A propósito, convém referir que Amós, embora pouco conhecido, foi um profeta importante, um profeta corajoso. Ele foi o «profeta da justiça social», exercendo o seu ministério em meados do séc. VIII a.C., durante o reinado de Jeroboão II. É uma época de prosperidade econômica e de tranquilidade política. O comércio e a indústria desenvolveram-se bastante.
Acontece que o bem-estar das classes favorecidas contrastava, de uma maneira flagrante, com a miséria das classes mais pobres.

Entretanto, a religião sobressaía através de ritos e festas. Tratava-se de um culto que não tinha nada que ver com a vida. Os mesmos que participavam nos ritos e nas festas praticavam injustiças contra o pobre e cometiam toda a espécie de atentados contra a lei.

É neste contexto que aparece o profeta Amós. Natural de Técua (uma pequena aldeia situada no deserto de Judá), é chamado por Deus para denunciar o comportamento dos poderosos. Amós é uma pessoa íntegra, corajosa, mas com um discurso bastante rude. Em síntese, toda a sua personalidade contrasta com a indolência e o luxo da sociedade israelita da época.

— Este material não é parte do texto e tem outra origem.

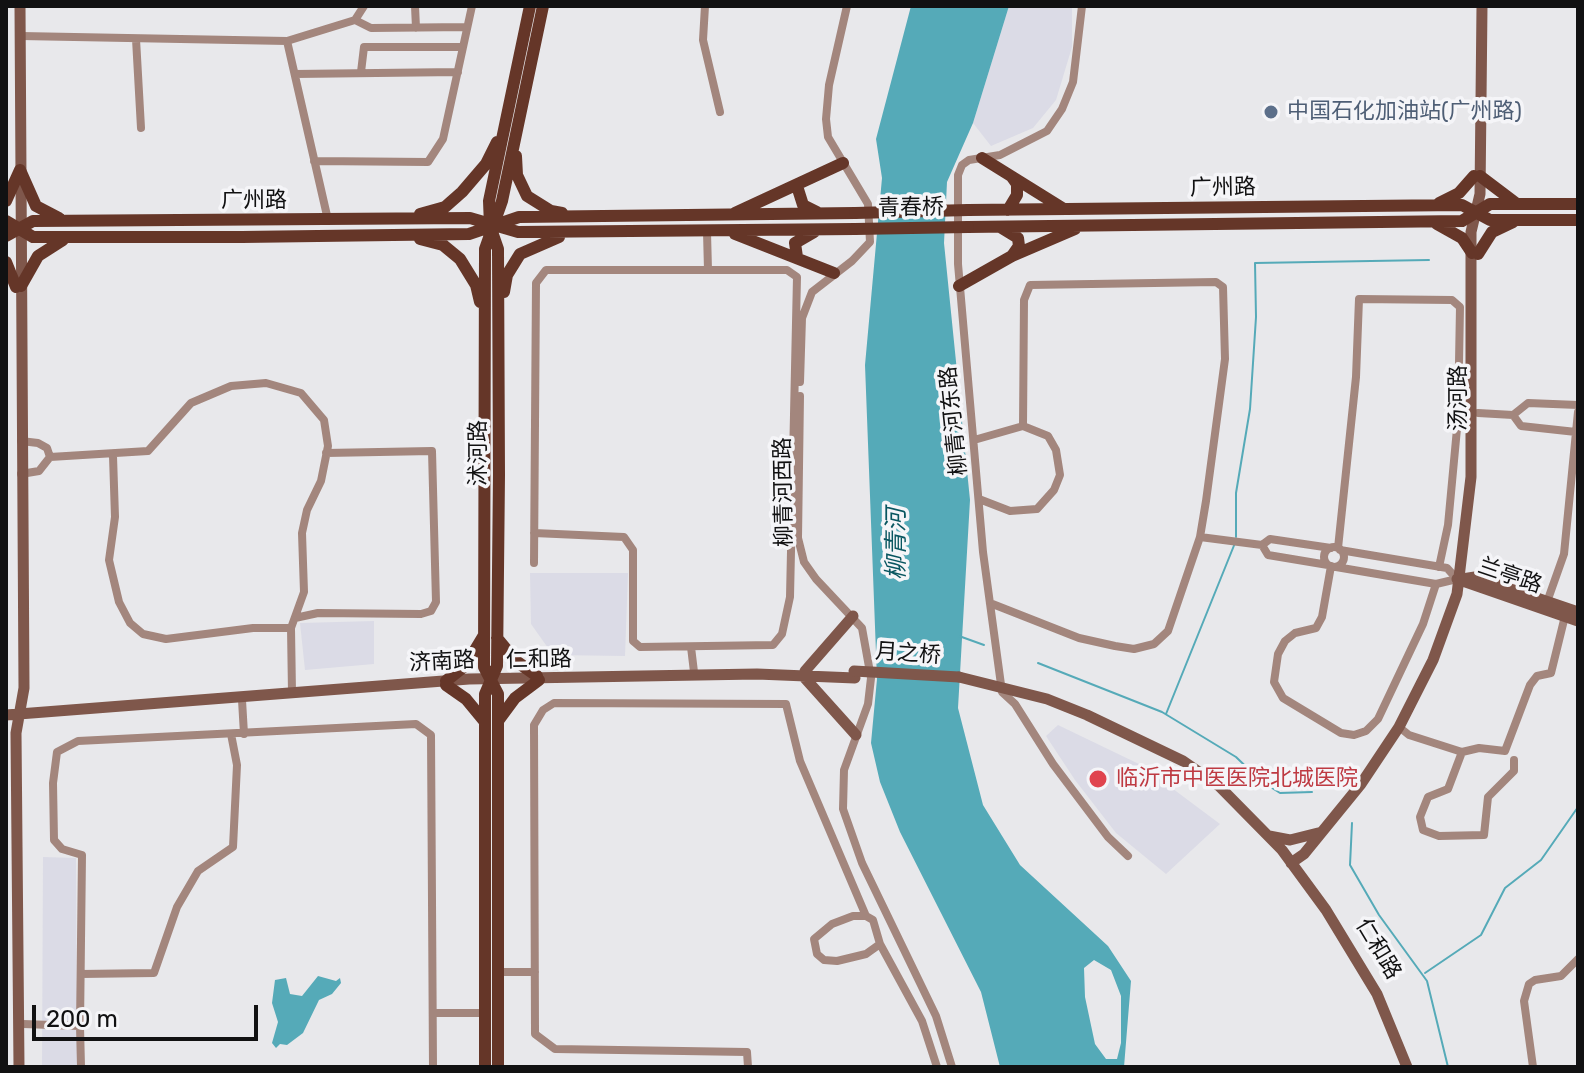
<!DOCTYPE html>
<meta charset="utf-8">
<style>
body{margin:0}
#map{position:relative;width:1584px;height:1073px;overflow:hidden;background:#e8e8eb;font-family:Rubik,sans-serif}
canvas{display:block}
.frame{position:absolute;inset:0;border:8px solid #111112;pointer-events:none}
.scale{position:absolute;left:32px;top:1005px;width:226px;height:36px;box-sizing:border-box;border:4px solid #111112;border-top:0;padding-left:10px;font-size:24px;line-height:28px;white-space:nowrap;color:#111112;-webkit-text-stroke:6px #f5f5f8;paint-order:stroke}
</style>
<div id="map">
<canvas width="1584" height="1073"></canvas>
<div class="frame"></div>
<div class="scale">200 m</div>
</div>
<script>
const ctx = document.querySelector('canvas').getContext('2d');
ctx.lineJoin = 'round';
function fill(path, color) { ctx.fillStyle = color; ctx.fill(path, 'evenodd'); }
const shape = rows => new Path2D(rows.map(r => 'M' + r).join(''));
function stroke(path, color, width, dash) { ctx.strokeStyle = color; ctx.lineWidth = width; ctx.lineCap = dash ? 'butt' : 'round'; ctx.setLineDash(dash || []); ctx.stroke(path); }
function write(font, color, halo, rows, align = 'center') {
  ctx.font = font + ' Rubik,"Noto Sans SC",sans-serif'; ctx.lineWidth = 7; ctx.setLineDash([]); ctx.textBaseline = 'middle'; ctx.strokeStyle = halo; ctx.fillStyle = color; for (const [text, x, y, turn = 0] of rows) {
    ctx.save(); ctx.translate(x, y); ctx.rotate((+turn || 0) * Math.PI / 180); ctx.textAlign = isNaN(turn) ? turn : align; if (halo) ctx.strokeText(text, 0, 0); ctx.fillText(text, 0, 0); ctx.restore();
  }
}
fill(shape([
 [1009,6,1072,6,1072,47,1056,100,1033,128,991,146,973,123],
 [530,573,628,573,625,656,553,655,531,624],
 [374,621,374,664,305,670,300,623],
 [1058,725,1141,765,1220,824,1166,874,1116,833,1075,780,1046,736],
 [43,857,76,858,77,1067,42,1067]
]), '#dbdbe6');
fill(shape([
 [911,6,1009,6,973,123,947,182,944,243,970,500,958,708,983,805,1020,865,1108,946,1131,981,1124,1067,1000,1067,981,992,900,832,880,782,871,743,877,679,865,365,882,178,876,139],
 [1094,960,1111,970,1121,996,1121,1043,1117,1059,1106,1059,1095,1044,1085,997,1084,968],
 [318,976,336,981,340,978,341,983,332,994,319,1000,303,1033,287,1045,280,1044,276,1048,272,1043,278,1022,272,1003,275,980,286,978,290,994,302,996]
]), '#55aab8');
stroke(shape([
 [1236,537,1236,493,1250,409,1256,317,1255,263,1429,260],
 [959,636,984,645],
 [1038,663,1162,712,1236,757,1261,781,1280,793,1312,792],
 [1166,714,1235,543],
 [1352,823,1350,865,1379,915,1427,981,1448,1067],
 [1425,973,1481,935,1505,888,1541,860,1578,807]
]), '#55aab8', 2);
stroke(shape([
 [415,6,416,28],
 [705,6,703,40,720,112],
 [1082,6,1073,82,1062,109,1047,131,1000,155,969,160,962,165,958,175,958,264,983,552,1002,692,1015,704,1053,764,1108,837,1128,856],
 [355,20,371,28,467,27],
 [21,36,287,41],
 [136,39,141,128],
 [361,72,364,47,463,47],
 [295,74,458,72],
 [314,161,428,162,443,139,472,6],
 [328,220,287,41,355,20,364,6],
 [707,232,708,270],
 [800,382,802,318,812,292,852,261,870,242,868,204,828,137,826,119,829,85,847,6],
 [800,396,798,538,804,562,816,579,862,628,871,678,868,704,844,770,843,809,862,863,936,1016,952,1067],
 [1478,413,1513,415],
 [1576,432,1521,426,1513,415,1528,403,1578,405],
 [974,440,1023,426,1024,300,1030,285,1216,282,1223,287,1225,359,1206,501,1200,537,1168,631,1154,644,1134,649,1115,646,1079,638,990,603],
 [21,441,38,443,47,448,50,457,39,471,21,474],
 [113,456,115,517,109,560,119,602,130,623,143,634,166,639,253,628,291,628],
 [50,457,148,451,191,403,231,386,266,383,301,393,324,420,328,446,321,481,307,510,302,533,304,592,291,628,292,693],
 [979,499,1010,511,1037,509,1054,490,1060,475,1056,450,1048,436,1023,426],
 [1200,537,1262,545,1270,539,1331,548],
 [1262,545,1268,555,1328,565],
 '1324 557a10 10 0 1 1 20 0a10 10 0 1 1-20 0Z',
 [1338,548,1356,377,1359,299,1452,300,1460,307,1458,418,1448,525,1439,567],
 [534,563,536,283,546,270,787,270,797,277,790,597,782,634,773,645,640,647,633,641,633,550,624,537,534,533],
 [1331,566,1322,617,1316,628,1295,633,1285,641,1278,654,1274,682,1283,698,1341,733,1354,735,1366,731,1378,719,1423,624,1436,584],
 [1336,567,1436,584,1457,579,1447,568,1340,550],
 [1547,602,1564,554,1578,412],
 [295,618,318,613,421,614,431,611,436,602,432,451,326,453],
 [691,647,694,672],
 [242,700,244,734],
 [1399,727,1409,735,1462,752,1479,748,1505,751,1530,685,1537,676,1551,673,1565,616],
 [1462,752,1448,789,1428,797,1420,817,1423,830,1439,836,1484,835,1488,797,1514,771,1514,760],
 [880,944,866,954,837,961,824,960,817,954,814,939,832,924,853,916,866,916,873,920,880,944,922,1021,937,1067],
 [499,972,535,972],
 [81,974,154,973,177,907,198,871,233,847,237,765,231,734],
 [433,1013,485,1013],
 [23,1024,80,1026,81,1067],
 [80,1026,82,855,62,849,54,840,53,783,57,752,78,741,416,724,431,735,433,1067],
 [748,1067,747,1052,555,1049,535,1034,534,725,543,710,554,703,786,704,800,761,866,916],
 [1533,1067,1524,1001,1529,984,1535,980,1561,976,1578,959]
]), '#a3867d', 8);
stroke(shape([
 [1457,579,1578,621],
 [1462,579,1475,577,1578,612],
 [805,671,853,616],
 [803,676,856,735],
 [959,677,1047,699,1087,715,1183,761,1219,786,1282,850,1326,910,1377,994,1407,1067],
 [6,715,469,679,757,674,855,678],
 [1269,836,1290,840,1318,833],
 [1291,863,1304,854,1361,784,1399,727,1433,660,1457,594,1471,477,1471,232,1480,194,1482,6],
 [19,1067,16,733,24,688,20,6]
]), '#7f574b', 11);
stroke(shape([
 [516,156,517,175,527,196,551,211,562,213],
 [982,158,1064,209],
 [20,170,36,206,59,218],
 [1480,176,1517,204],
 [797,186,803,205,817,212],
 [6,201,20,170],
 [1439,203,1459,193,1474,176],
 [968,210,1462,205,1490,220,1578,220],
 [1008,210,1017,195,1017,184,1012,177],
 [735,213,843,163],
 [420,214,445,207,462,192,486,164,497,142],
 [6,221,33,237,242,237,469,234,519,217,855,213],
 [1437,224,1462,238,1472,253],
 [968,227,1462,221,1490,204,1578,204],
 [1000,227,1018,238,1019,246,1012,256],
 [735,234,834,273],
 [6,236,33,221,470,218,518,232,855,229],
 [420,239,443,245,460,259,476,285,480,302],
 [1478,254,1492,232,1513,222],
 [797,257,795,243,814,232],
 [6,262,16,287],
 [21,286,38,256,63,240],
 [959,286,1012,256,1075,229],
 [504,292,507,275,520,254,559,237],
 [497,638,516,661,537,676],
 [446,681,466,665,484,635],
 [446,685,466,699,485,722],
 [498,721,515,698,539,680],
 [485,1067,485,694,497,666,499,475,498,249,490,226,489,201,530,6],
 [498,1067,498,694,484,667,485,249,502,201,543,6]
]), '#653628', 12);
stroke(shape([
 [854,671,959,677]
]), '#7f574b', 11);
stroke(shape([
 [855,213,968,210],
 [855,229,968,227]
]), '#653628', 12);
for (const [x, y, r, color] of [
 [1271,112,8,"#5c6f8a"],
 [1098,779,10,"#e0444e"]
]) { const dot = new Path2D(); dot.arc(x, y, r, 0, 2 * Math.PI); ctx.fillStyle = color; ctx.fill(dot); stroke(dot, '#f5f5f8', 3); }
write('22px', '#4e5e75', '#f5f5f8', [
 ["中国石化加油站(广州路)",1287,112]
], 'left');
write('22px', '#111112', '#f5f5f8', [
 ["广州路",1223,188,-1],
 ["广州路",254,201],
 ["青春桥",911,208,-1],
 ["汤河路",1459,398,-90],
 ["柳青河东路",954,421,-96],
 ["沭河路",479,453,-90],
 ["柳青河西路",784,492,-91],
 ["兰亭路",1510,576,19],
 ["月之桥",908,654,4],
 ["仁和路",539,660,-1],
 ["济南路",442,662,-3],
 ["仁和路",1378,949,59]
]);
write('22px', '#be3a42', '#f5f5f8', [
 ["临沂市中医医院北城医院",1116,779]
], 'left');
write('italic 24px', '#095660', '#f5f5f8', [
 ["柳青河",897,544,-90]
]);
</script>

O episódio que a Primeira Leitura nos propõe decorre no santuário de Betel, no centro da Palestina. Trata-se de um lugar considerado sagrado, desde tempos imemoriais (cf. Gén 35,1-8). Quando o Povo de Deus se dividiu em dois reinos, após a morte de Salomão (932 a.C.), os reis de Israel intensificaram o culto em Betel, para impedir que os seus súbditos se deslocassem a Jerusalém, situado no reino inimigo de Judá. Betel transformou-se, então, numa espécie de «santuário oficial» do regime, onde o culto era financiado, em grande parte, pelo próprio rei.


Frei Francisco Bezerra do Nascimento, OFMConv.